Data extracted from a collection:

-=-=-=-=-

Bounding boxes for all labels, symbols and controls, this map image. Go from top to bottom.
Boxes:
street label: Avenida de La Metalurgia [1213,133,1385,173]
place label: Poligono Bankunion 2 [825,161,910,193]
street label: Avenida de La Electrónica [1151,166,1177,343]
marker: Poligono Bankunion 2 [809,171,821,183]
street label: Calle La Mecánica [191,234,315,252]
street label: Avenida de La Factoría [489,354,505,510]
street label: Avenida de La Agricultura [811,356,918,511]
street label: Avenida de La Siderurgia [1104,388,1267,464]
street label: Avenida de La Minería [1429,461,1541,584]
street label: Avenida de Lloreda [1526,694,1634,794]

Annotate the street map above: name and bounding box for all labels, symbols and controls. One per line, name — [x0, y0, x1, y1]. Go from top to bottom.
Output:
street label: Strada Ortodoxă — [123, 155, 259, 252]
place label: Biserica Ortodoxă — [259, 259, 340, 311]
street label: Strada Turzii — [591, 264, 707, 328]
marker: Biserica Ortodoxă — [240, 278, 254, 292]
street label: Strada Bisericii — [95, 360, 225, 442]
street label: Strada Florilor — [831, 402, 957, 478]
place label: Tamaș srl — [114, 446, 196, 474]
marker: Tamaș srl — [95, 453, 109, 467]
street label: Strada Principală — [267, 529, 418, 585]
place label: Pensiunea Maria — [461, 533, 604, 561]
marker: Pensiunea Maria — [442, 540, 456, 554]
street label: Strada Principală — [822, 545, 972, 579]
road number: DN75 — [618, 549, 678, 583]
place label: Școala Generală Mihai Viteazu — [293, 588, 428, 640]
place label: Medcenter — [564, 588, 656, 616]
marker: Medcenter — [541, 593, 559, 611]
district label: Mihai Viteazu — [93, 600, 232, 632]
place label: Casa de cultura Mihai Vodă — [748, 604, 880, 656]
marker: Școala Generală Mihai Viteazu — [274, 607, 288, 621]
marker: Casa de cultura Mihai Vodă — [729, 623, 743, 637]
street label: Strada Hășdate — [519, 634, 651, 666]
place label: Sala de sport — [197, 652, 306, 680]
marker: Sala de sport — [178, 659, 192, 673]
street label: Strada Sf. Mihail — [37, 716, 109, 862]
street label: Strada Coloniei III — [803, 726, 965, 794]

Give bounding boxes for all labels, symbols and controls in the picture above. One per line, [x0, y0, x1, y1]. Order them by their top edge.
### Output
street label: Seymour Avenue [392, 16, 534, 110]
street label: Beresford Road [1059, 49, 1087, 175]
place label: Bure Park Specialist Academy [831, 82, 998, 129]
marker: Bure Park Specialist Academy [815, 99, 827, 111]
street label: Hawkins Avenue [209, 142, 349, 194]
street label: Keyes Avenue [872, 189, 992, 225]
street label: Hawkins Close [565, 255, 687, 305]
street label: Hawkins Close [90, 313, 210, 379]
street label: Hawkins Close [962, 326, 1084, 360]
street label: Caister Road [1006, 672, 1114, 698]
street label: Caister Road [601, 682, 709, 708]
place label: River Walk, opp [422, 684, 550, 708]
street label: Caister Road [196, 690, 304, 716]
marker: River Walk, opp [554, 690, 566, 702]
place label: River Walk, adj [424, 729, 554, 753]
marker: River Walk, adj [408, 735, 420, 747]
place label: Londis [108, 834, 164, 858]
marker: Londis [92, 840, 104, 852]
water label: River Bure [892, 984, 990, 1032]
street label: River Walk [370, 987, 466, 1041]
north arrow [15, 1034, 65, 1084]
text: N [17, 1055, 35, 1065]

-=-=-=-=-

Exactly as written, please transcribe the lines from the start of the records above to the line that holds "Annotate the street", both ends included.

Bounding boxes for all labels, symbols and controls, this map image. Go from top to bottom.
Boxes:
street label: Avenida de La Metalurgia [1213,133,1385,173]
place label: Poligono Bankunion 2 [825,161,910,193]
street label: Avenida de La Electrónica [1151,166,1177,343]
marker: Poligono Bankunion 2 [809,171,821,183]
street label: Calle La Mecánica [191,234,315,252]
street label: Avenida de La Factoría [489,354,505,510]
street label: Avenida de La Agricultura [811,356,918,511]
street label: Avenida de La Siderurgia [1104,388,1267,464]
street label: Avenida de La Minería [1429,461,1541,584]
street label: Avenida de Lloreda [1526,694,1634,794]

Annotate the street map above: name and bounding box for all labels, symbols and controls. One per line, name — [x0, y0, x1, y1]. Go from top to bottom.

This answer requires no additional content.